Bing Crosby: storia di White Christmas e della sua influenza nella cultura pop

di Alessia Bisini

White Christmas” è senza ombra di dubbio la canzone più iconica del Natale fin dalla sua uscita, nel 1942. La canzone venne inclusa nel primo album natalizio dal titolo omonimo di Bing Crosby, pubblicato nel 1945 in seguito al clamoroso successo del film La Taverna dell’Allegria (1942), dove tale canzone fece la sua prima comparsa.

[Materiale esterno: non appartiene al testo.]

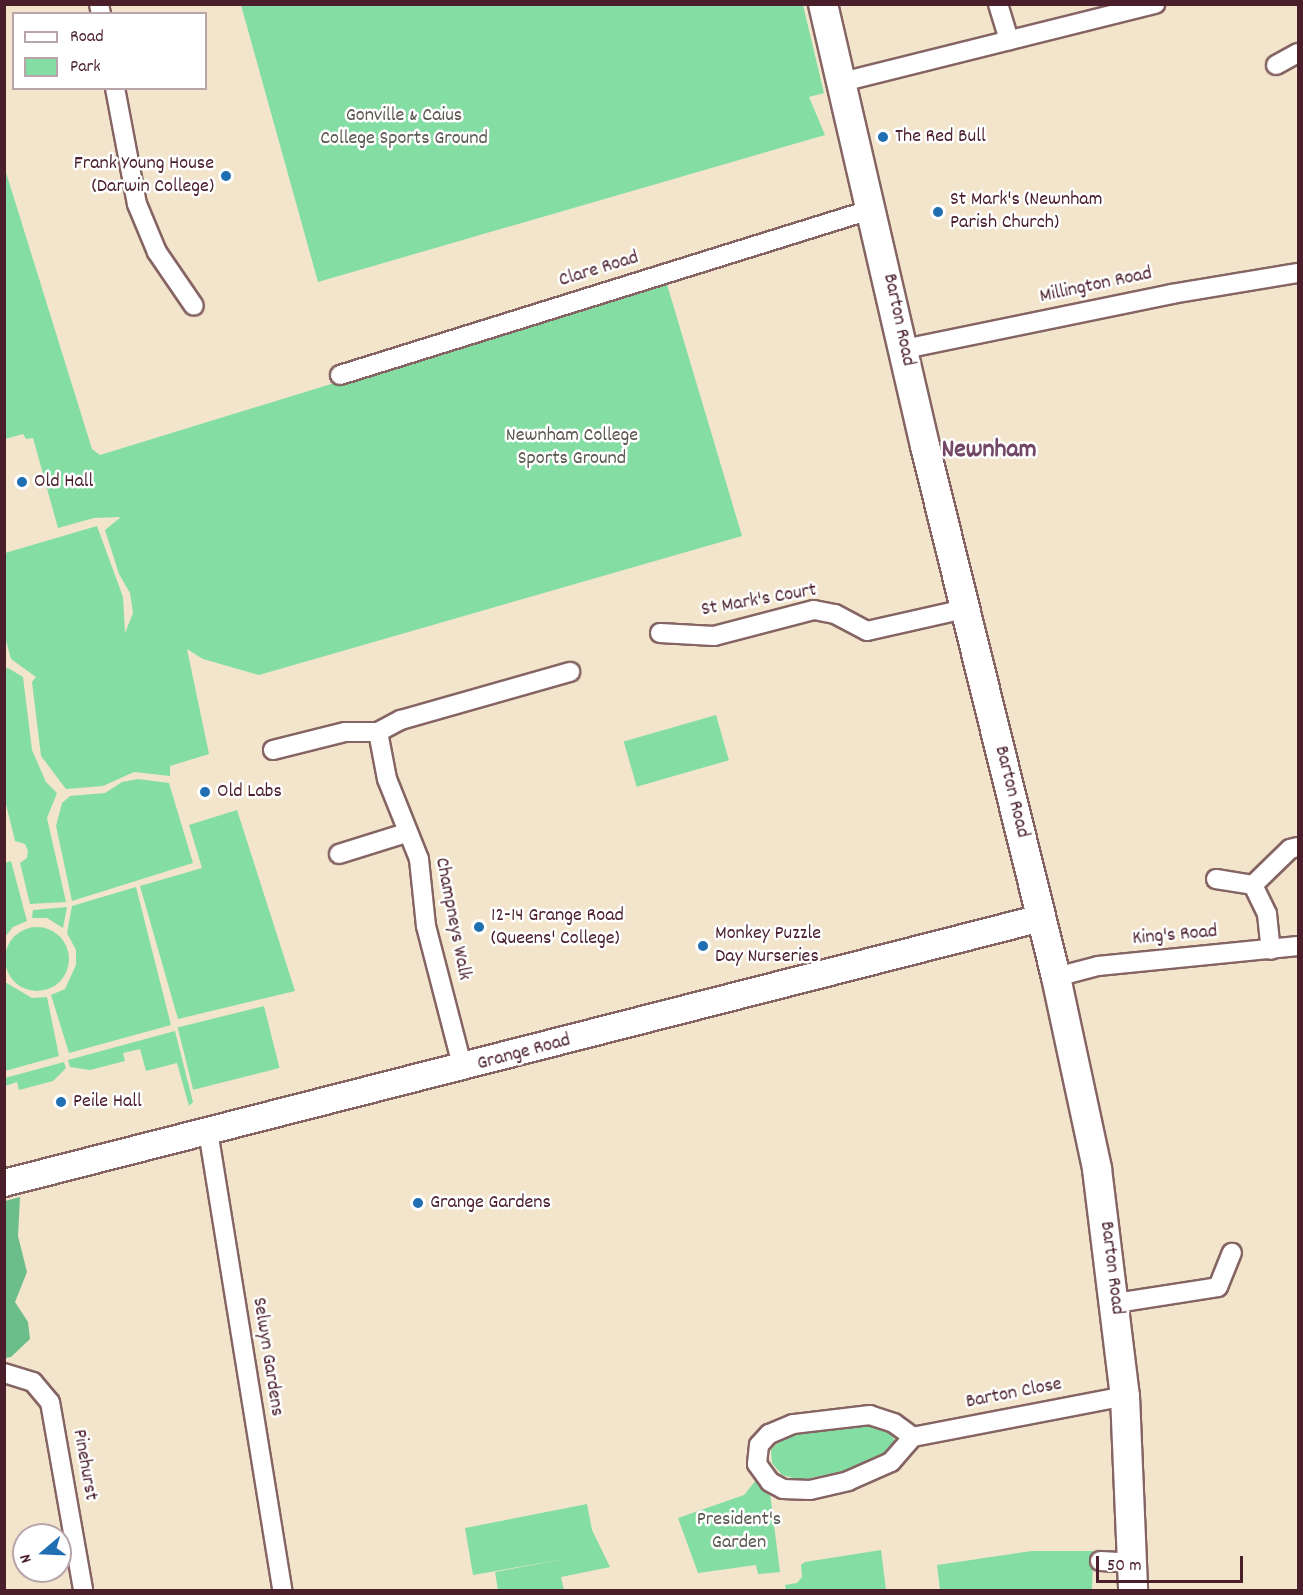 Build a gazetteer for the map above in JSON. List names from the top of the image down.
{
  "streets": {
    "main road": ["Barton Road"],
    "street": [
      "Clare Road",
      "Millington Road",
      "St Mark's Court",
      "Champneys Walk",
      "King's Road",
      "Grange Road",
      "Selwyn Gardens",
      "Barton Close",
      "Pinehurst"
    ]
  },
  "crossings": [
    ["Clare Road", "Barton Road"],
    ["Millington Road", "Barton Road"],
    ["Barton Road", "St Mark's Court"],
    ["Barton Road", "King's Road"],
    ["Barton Road", "Grange Road"],
    ["Barton Road", "Barton Close"],
    ["Champneys Walk", "Grange Road"],
    ["Grange Road", "Selwyn Gardens"]
  ],
  "districts": ["Newnham"],
  "parks": ["Gonville & Caius College Sports Ground", "Newnham College Sports Ground", "President's Garden"],
  "places": [
    "The Red Bull",
    "Frank Young House (Darwin College)",
    "St Mark's (Newnham Parish Church)",
    "Old Hall",
    "Old Labs",
    "12-14 Grange Road (Queens' College)",
    "Monkey Puzzle Day Nurseries",
    "Peile Hall",
    "Grange Gardens"
  ],
  "legend": ["Road", "Park"],
  "scale_bar": "50 m",
  "north": "left"
} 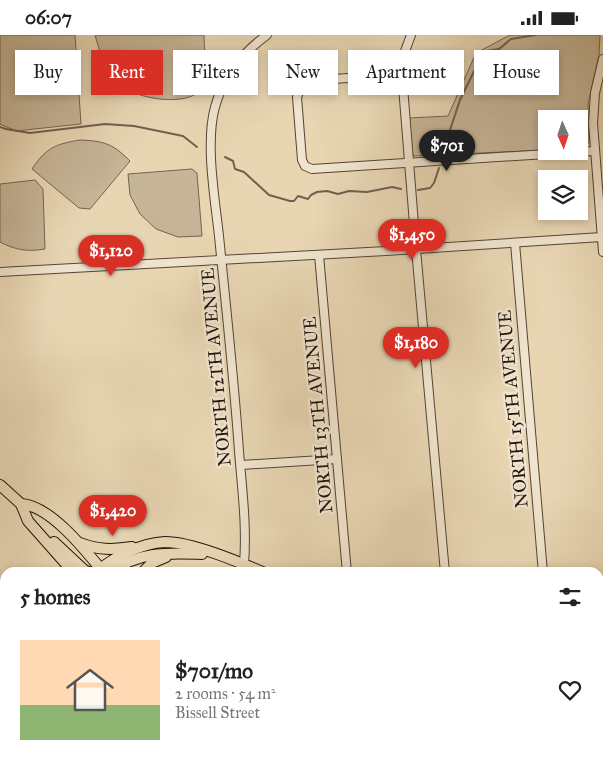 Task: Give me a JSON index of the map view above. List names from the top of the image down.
{
  "streets": {
    "street": ["NORTH 12TH AVENUE", "NORTH 15TH AVENUE", "NORTH 13TH AVENUE"]
  },
  "north": "bottom",
  "page": {
    "status": "06:07",
    "chip": [
      "Buy",
      "Rent",
      "Filters",
      "New",
      "Apartment",
      "House"
    ],
    "price": [
      "$701",
      "$1,450",
      "$1,120",
      "$1,180",
      "$1,420"
    ],
    "heading": "5 homes",
    "list": [
      {
        "name": "$701/mo",
        "note": "2 rooms · 54 m² · Bissell Street"
      }
    ]
  }
}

Il brano portato alla ribalta dal crooner americano, una delle più belle voci del XIX secolo, venne scritta dal compositore bielorusso Irving Berlin in piena Seconda Guerra Mondiale e divenne un simbolo per tutti i soldati al fronte impegnati a combattere qualcosa di ben più grande. Si racconta che quel giorno Berlin confessò alla sua segretaria di aver scritto la “canzone migliore di sempre”.

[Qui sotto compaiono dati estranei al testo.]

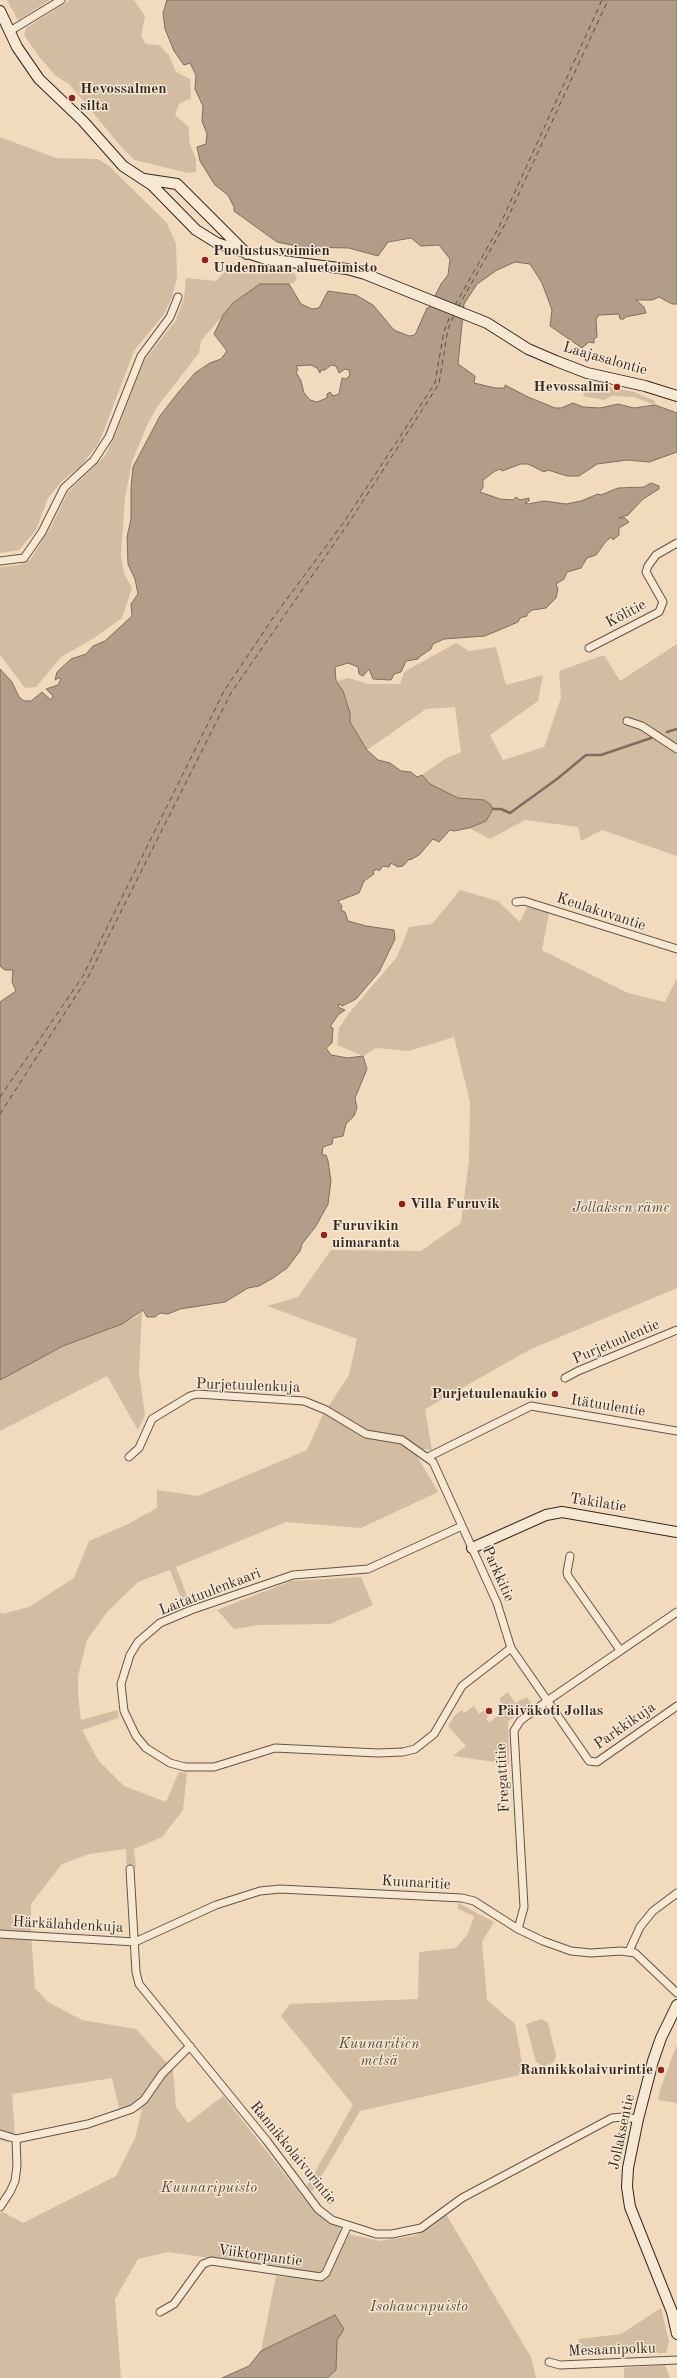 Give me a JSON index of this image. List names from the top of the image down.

Quel “Bianco Natale” di cui tanto si parla nella traccia rappresentava il desiderio di ricongiungimento con la propria famiglia, generando un sentimento di conforto, di sostegno e di speranza per tutti gli uomini e le donne che erano soliti ascoltarla.

Sono passati 74 anni dalla fine del conflitto mondiale, ma il valore del brano di Irving e Crosby non si è perso nel tempo. Anzi. L’impatto che tale brano ha avuto a livello globale dagli anni ’40 ad oggi è stato semplicemente eccezionale: #1 nella classifica Billboard dei singoli per undici settimane consecutive, Oscar alla migliore canzone nel 1943 e Grammy Hall of Award Song nel 1974. Crosby venne persino convocato dagli studi di incisione della sua etichetta, la Decca Records, per registrare nuovamente White Christmas, dato che l’incisione originale si era danneggiata in seguito al suo frequente utilizzo.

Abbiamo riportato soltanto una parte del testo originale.